*GIVEN RECORDS:*
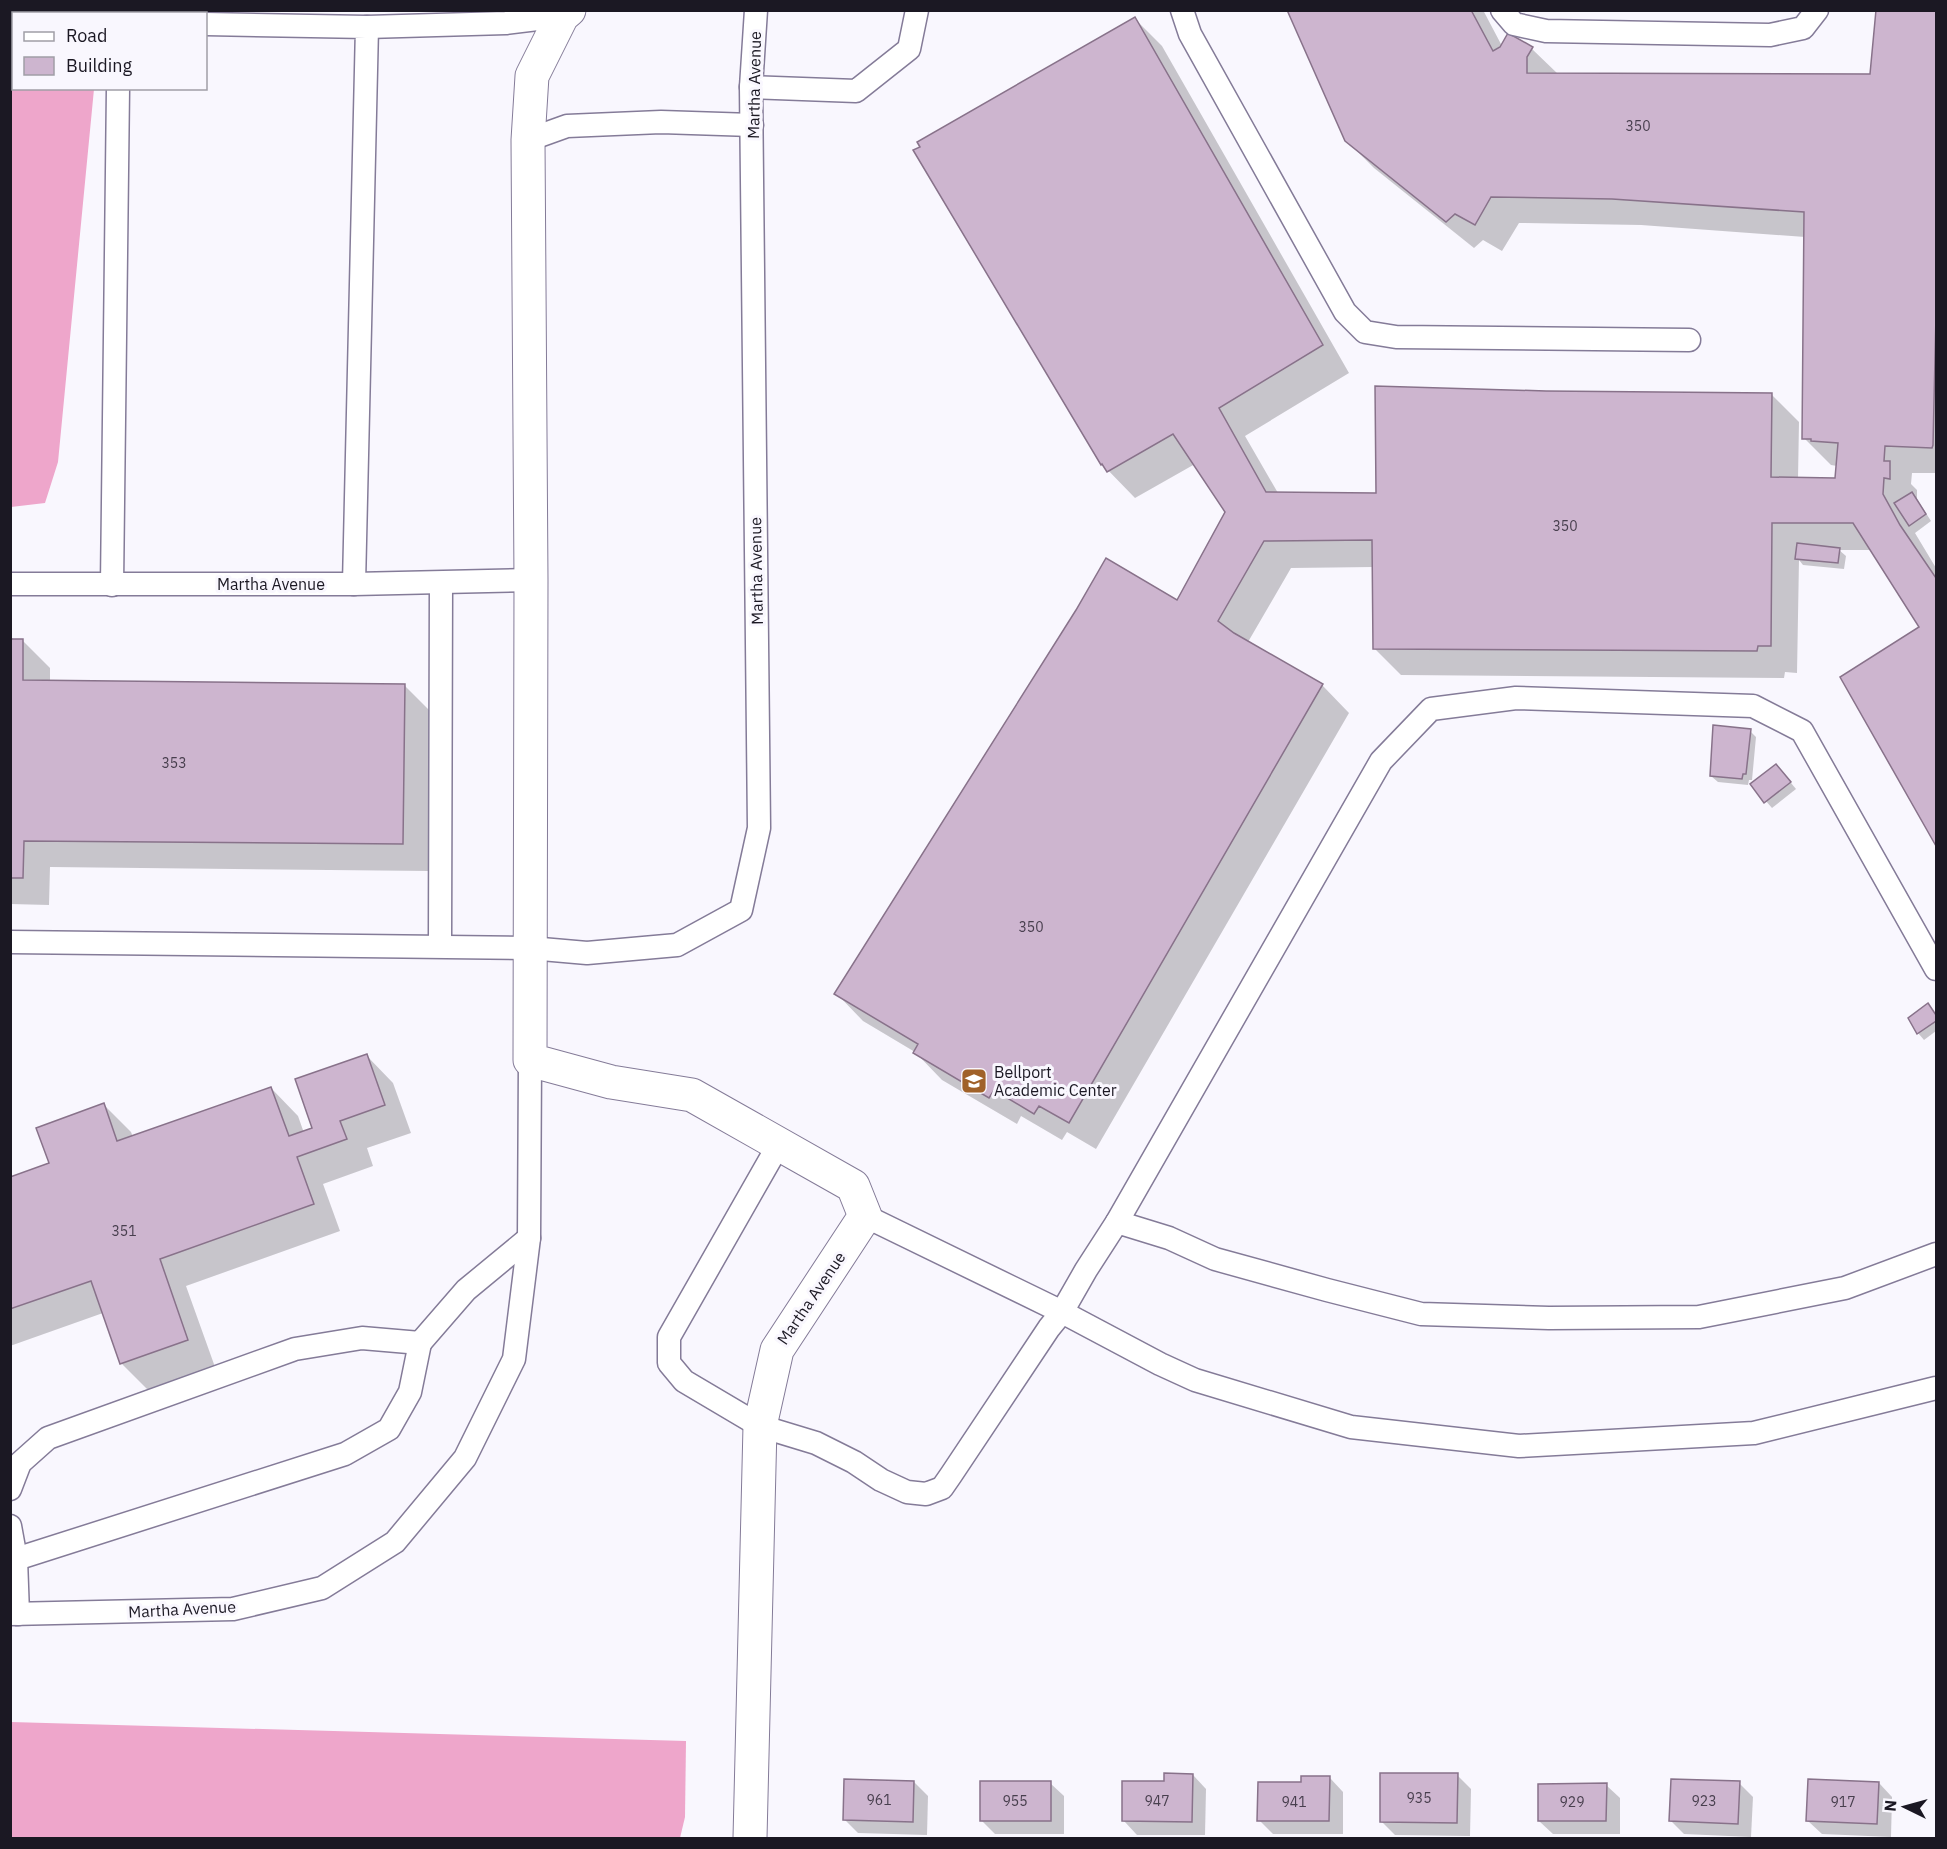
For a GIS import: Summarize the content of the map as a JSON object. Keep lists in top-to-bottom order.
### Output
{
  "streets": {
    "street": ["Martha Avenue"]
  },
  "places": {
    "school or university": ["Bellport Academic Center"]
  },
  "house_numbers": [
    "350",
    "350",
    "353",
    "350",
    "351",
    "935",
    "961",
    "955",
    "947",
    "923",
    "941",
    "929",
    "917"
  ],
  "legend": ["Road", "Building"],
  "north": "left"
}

*WHAT THIS TASK INVOLVES:* Please retype every record above exactly, leaving out the pictures.

*EXERCISE ANSWER:*
For a GIS import: Summarize the content of the map as a JSON object. Keep lists in top-to-bottom order.
### Output
{
  "streets": {
    "street": ["Martha Avenue"]
  },
  "places": {
    "school or university": ["Bellport Academic Center"]
  },
  "house_numbers": [
    "350",
    "350",
    "353",
    "350",
    "351",
    "935",
    "961",
    "955",
    "947",
    "923",
    "941",
    "929",
    "917"
  ],
  "legend": ["Road", "Building"],
  "north": "left"
}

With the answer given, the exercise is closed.